Altekruse admitted that this is not going to be easy because of most people’s reluctance or inability to make such a transition. “People know they want to become independent from these big energy companies, but they are not brave enough or they don’t have the time or money needed to begin the difficult transition. It’s too easy to just plug in to the existing power grid.”
The idea of energy independence for local communities and individuals is a bold and audacious goal. Will it be practical and achievable? That remains to be seen and certainly will take a long time to be realized. One thing is clear, however: new and innovative ways of thinking about our energy production and consumption are going to be needed to guarantee that environmental disasters like Chernobyl (and more recently the BP oil spill) do not occur in the future.
Corporate decision-makers clearly have a major responsibility in this regard, but whether or not they abdicate it does nothing to absolve individuals from doing what’s right within the scope of their own lives. There are things each of us as consumers can do. We can begin by reexamining our lifestyle in this modern technological age, considering how it translates to the way we consume energy directly and indirectly. It may require reducing our dependence on energy by becoming smarter in our selection of products, foods and technology. We should become acutely aware of where and how we are consuming energy. It’s about taking personal responsibility for our own actions. We can also petition our energy providers to invest in and utilize clean energy and renewable resources such as solar and wind power.

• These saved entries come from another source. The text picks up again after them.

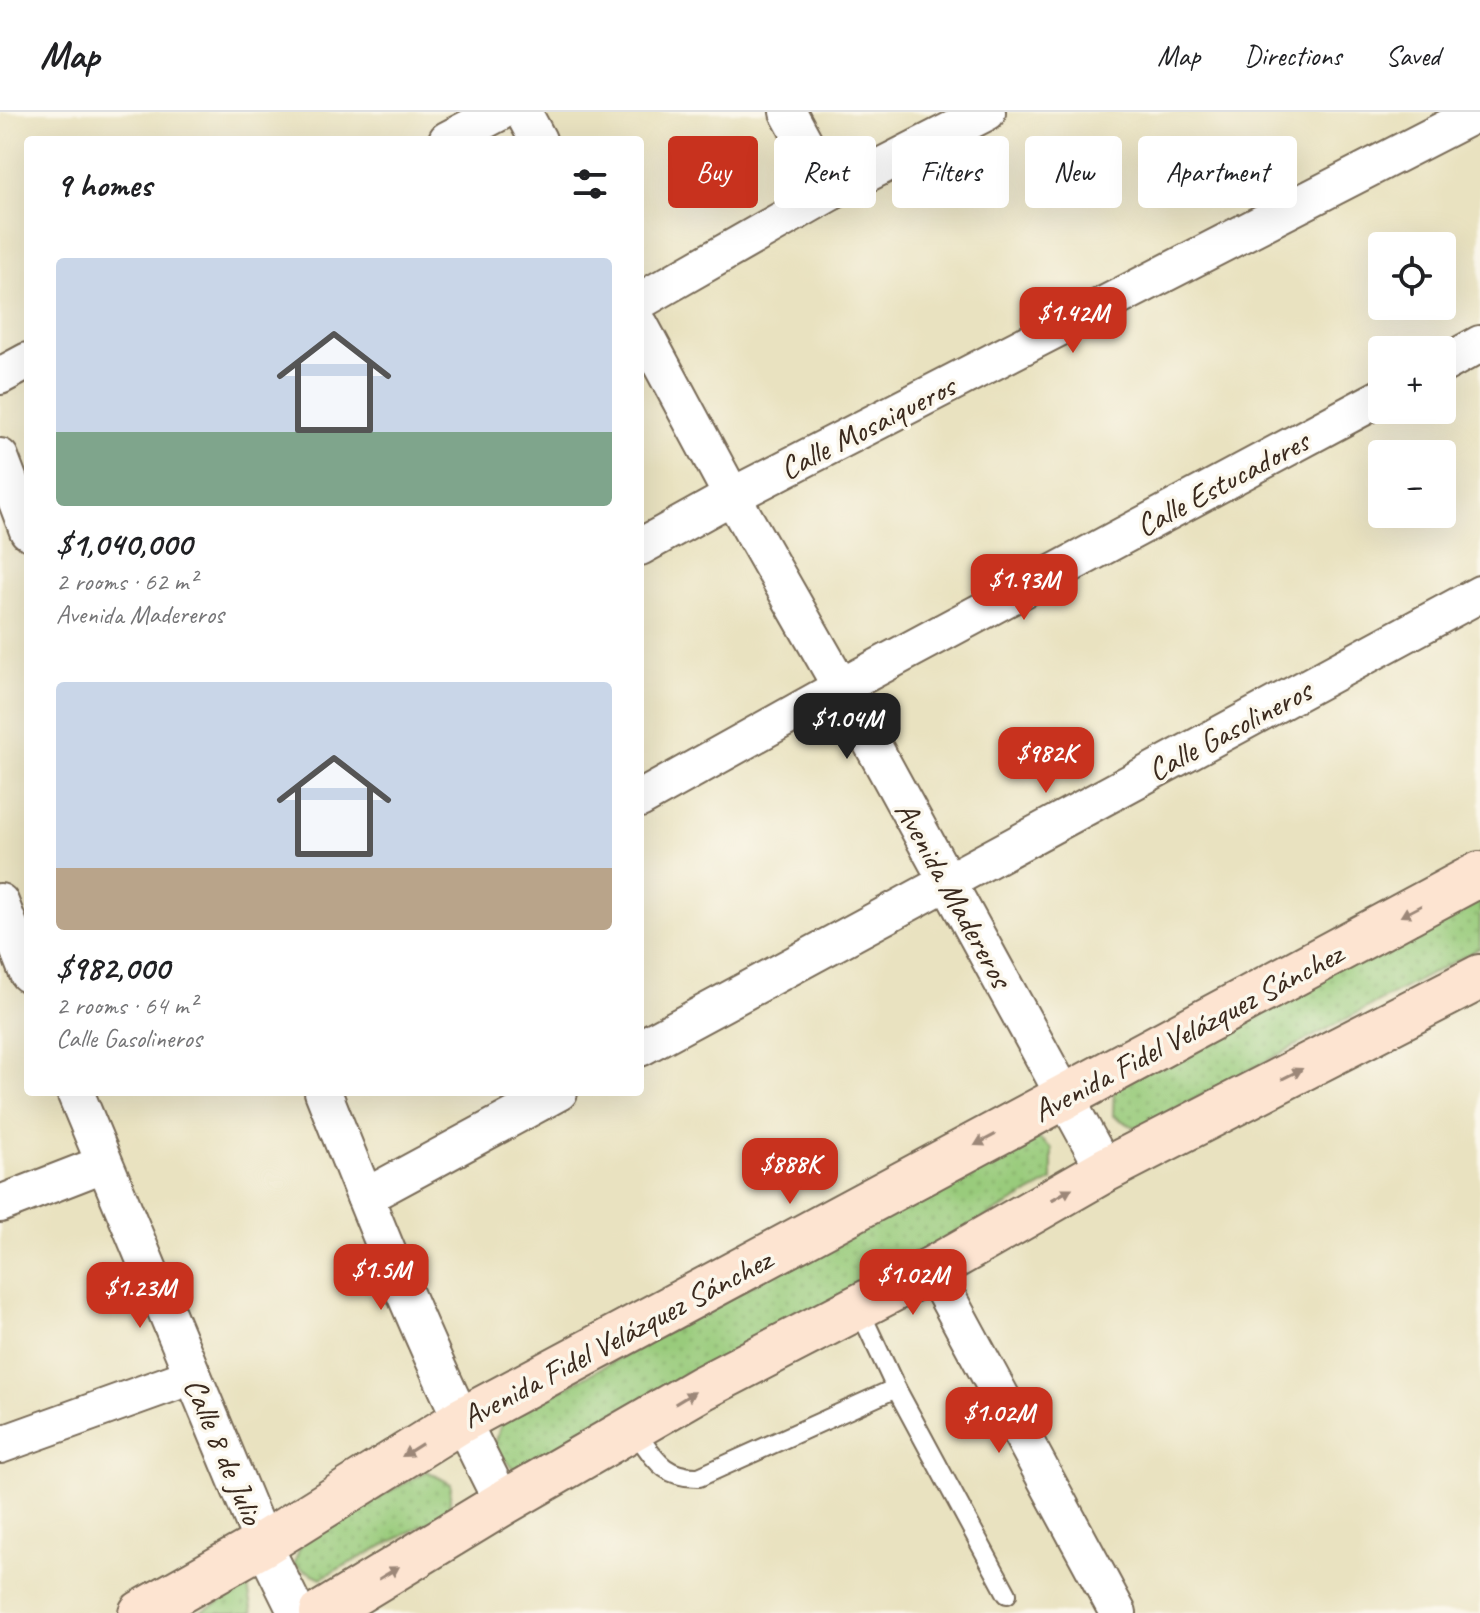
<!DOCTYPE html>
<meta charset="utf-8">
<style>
:root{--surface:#fff;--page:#f6f6f6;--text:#202124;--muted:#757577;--line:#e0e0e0;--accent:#c8321e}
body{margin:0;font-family:Caveat,sans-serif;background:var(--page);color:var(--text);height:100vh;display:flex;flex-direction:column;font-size:30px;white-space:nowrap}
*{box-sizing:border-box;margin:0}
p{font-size:26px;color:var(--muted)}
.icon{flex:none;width:44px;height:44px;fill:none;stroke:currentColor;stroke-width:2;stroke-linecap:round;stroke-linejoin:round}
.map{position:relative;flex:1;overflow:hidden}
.drawer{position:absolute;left:24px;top:24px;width:620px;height:960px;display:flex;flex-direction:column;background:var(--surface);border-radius:8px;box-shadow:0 8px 32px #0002}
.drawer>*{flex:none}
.guide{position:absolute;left:668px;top:24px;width:692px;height:72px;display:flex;gap:16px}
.tools{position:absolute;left:1368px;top:120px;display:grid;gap:16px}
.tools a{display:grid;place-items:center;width:88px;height:88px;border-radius:8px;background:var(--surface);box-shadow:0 8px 32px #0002;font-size:40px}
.price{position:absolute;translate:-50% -68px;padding:0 18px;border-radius:16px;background:var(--accent);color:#fff;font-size:26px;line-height:52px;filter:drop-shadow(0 2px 4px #0008)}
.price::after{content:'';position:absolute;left:50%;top:48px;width:24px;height:18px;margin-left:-12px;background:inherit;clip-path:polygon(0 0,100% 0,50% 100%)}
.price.selected{background:#222;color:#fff}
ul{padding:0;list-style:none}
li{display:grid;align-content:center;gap:16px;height:424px;padding:0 32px}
li span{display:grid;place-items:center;height:248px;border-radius:8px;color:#555}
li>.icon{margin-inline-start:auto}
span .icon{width:144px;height:144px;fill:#fffc;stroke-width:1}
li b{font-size:34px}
h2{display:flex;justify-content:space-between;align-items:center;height:96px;padding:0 32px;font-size:34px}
.tag{padding:0 28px;border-radius:8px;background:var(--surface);box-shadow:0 8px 32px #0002;font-size:28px;line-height:72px}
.tag.selected{background:var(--accent);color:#fff}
header{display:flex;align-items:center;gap:48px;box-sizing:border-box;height:112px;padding:0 40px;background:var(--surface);border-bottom:2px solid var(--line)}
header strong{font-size:38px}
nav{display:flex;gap:44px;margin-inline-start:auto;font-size:28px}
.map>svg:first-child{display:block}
</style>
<header>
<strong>Map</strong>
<nav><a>Map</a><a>Directions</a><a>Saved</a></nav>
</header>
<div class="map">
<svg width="1480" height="1501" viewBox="0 0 1480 1501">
<defs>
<pattern id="grass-dots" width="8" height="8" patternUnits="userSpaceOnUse" patternTransform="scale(2)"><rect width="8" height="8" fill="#99cb7b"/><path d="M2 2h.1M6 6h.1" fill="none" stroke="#85ae6a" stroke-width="1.8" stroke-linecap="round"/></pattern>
</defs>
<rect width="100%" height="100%" fill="#fbf7ec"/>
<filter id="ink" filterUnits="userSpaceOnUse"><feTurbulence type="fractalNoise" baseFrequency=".0125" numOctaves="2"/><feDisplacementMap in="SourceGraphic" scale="16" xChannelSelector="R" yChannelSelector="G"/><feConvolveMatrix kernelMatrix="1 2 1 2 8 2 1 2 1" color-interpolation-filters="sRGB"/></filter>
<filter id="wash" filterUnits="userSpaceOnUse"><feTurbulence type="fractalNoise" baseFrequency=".006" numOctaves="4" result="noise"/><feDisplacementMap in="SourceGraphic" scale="32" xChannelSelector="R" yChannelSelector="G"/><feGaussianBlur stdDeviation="1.8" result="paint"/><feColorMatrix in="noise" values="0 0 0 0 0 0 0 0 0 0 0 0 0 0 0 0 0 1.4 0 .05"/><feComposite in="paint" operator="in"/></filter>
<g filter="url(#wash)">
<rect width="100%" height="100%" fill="#e9e2c0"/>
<g fill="url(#grass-dots)" stroke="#6a7a4c" stroke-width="2">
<path d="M1480,778V836L1138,1017L1113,1004L1114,971Z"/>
<path d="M1031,1020L1052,1037V1069L516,1359L494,1337L501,1311Z"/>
<path d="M427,1359L451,1372L449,1400L321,1466L294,1453L302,1428Z"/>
<path d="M248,1475L253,1501H198Z"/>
</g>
</g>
<g filter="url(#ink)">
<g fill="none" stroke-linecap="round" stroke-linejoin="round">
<g stroke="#786a57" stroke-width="22">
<g id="service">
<path d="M858,1195L896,1276L1007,1482"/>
<path d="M633,1317C654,1344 661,1366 699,1365L896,1276"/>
</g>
</g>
<g stroke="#786a57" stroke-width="40">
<g id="minor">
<path d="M523,0L538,28"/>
<path d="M788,0L831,80"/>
<path d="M447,28L500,0"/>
<path d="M640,189L831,80L987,0"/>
<path d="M640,213L732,384L841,575L1105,1058"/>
<path d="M1442,253L1480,232"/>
<path d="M0,264L28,249"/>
<path d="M0,345L28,419"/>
<path d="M640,435L732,384L1479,0"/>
<path d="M640,687L841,575L1382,285"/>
<path d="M0,790L28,862"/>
<path d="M640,936L1480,482"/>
<path d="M75,980L263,1432L297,1501"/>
<path d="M323,980C378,1119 434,1259 503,1391"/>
<path d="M365,1085L559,980"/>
<path d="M0,1092L103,1052"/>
<path d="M932,1157L1118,1501"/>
<path d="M0,1333L192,1264"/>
</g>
</g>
<g stroke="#786a57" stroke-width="48">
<g id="secondary">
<path d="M141,1501L263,1432L460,1309L1480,762"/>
<path d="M322,1501L503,1391L702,1276L932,1157L1105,1058L1480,865"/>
</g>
</g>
<use href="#service" stroke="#fff" stroke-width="18"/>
<use href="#minor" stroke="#fff" stroke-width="36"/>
<use href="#secondary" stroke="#fde4d1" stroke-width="44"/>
</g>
<defs><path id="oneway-solid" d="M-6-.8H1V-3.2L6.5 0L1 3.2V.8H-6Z" transform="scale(2)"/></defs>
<g fill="#9c8778">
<use href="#oneway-solid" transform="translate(1411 799) rotate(152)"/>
<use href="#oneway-solid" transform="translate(1292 962) rotate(-27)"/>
<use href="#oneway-solid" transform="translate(985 1028) rotate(152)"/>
<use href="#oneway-solid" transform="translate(1062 1082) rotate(-30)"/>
<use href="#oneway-solid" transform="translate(685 1286) rotate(-31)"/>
<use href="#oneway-solid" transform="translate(412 1338) rotate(148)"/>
<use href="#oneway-solid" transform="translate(389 1461) rotate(-31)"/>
</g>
</g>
<g text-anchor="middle" stroke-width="7" stroke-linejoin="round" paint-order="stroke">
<g font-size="32" fill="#3b2a1e" stroke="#fbf7ec">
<text transform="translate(867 315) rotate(-27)" y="11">Calle Mosaiqueros</text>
<text transform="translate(1222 371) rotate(-28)" y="11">Calle Estucadores</text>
<text transform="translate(1229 618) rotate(-28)" y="11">Calle Gasolineros</text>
<text transform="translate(954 782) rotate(61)" y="11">Avenida Madereros</text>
<text transform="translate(1187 920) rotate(-28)" y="11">Avenida Fidel Velázquez Sánchez</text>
<text transform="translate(616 1226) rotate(-28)" y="11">Avenida Fidel Velázquez Sánchez</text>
<text transform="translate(224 1339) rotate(67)" y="11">Calle 8 de Julio</text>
</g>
</g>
</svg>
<div class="tools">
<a><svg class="icon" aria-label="locate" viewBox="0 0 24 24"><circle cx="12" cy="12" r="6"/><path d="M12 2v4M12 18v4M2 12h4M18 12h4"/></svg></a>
<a>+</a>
<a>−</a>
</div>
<b class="price" style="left:1073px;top:243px">$1.42M</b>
<b class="price" style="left:1024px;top:510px">$1.93M</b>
<b class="price selected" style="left:847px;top:649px">$1.04M</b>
<b class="price" style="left:1046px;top:683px">$982K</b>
<b class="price" style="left:790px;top:1094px">$888K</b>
<b class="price" style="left:381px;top:1200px">$1.5M</b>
<b class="price" style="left:913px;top:1205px">$1.02M</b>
<b class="price" style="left:140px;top:1218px">$1.23M</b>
<b class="price" style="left:999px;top:1343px">$1.02M</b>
<div class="guide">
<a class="tag selected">Buy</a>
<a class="tag">Rent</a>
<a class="tag">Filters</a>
<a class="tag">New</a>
<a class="tag">Apartment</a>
</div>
<section class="drawer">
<h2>9 homes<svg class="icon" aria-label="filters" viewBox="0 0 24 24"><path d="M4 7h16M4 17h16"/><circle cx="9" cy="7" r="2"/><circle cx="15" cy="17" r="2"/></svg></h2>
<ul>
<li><span style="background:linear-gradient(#c9d6e8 70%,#7fa58c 0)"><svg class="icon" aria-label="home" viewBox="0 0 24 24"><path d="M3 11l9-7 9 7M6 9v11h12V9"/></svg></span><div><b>$1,040,000</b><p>2 rooms · 62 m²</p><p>Avenida Madereros</p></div></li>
<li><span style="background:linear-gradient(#c9d6e8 75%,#b9a48a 0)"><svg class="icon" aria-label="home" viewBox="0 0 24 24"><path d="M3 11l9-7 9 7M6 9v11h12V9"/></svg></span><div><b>$982,000</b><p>2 rooms · 64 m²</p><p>Calle Gasolineros</p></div></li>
</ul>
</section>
</div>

Altekruse’s ideas may not end up winning the day, but he is right that the way forward cannot be left just to big energy companies, national governments and environmental advocacy groups. It will take participation from us all. It all comes back to that universally known but rarely practiced biblical maxim, “You shall love your neighbor as yourself.” Our neighbor is every fellow citizen of the world, many of whom reap the results of our energy overconsumption—whether in local energy shortages or in polluted air, ground and water. But our neighbors are also our children, who tomorrow will be forced to deal with our actions and decisions of today. If these are driven primarily by economic concerns or profit motives, we’re on the wrong track, whether individually, corporately or governmentally.
A Perpetual Reminder
Will the silenced city of Pripyat be the symbol of humanity’s domination of the earth and foreshadow what other cities will look like sometime in the future? Or will it instead become a unique museum, one that reminds us of a time when we were less advanced in our thinking? Altekruse hopes it will be the latter, reminding future generations that our interaction with nature is fragile and that we have to radically rethink our relationship with it. We can no longer afford the arrogance of believing we can deplete the earth’s resources or play with powers locked inside the atom to feed our addiction to materialism and excessive consumption.
Perhaps like a medical history exhibit today might display an earlier generation’s lack of knowledge in treating diseases, the legacy of Chernobyl should make our grandchildren shudder and be thankful that their grandparents found a way to advance out of the nuclear dark age.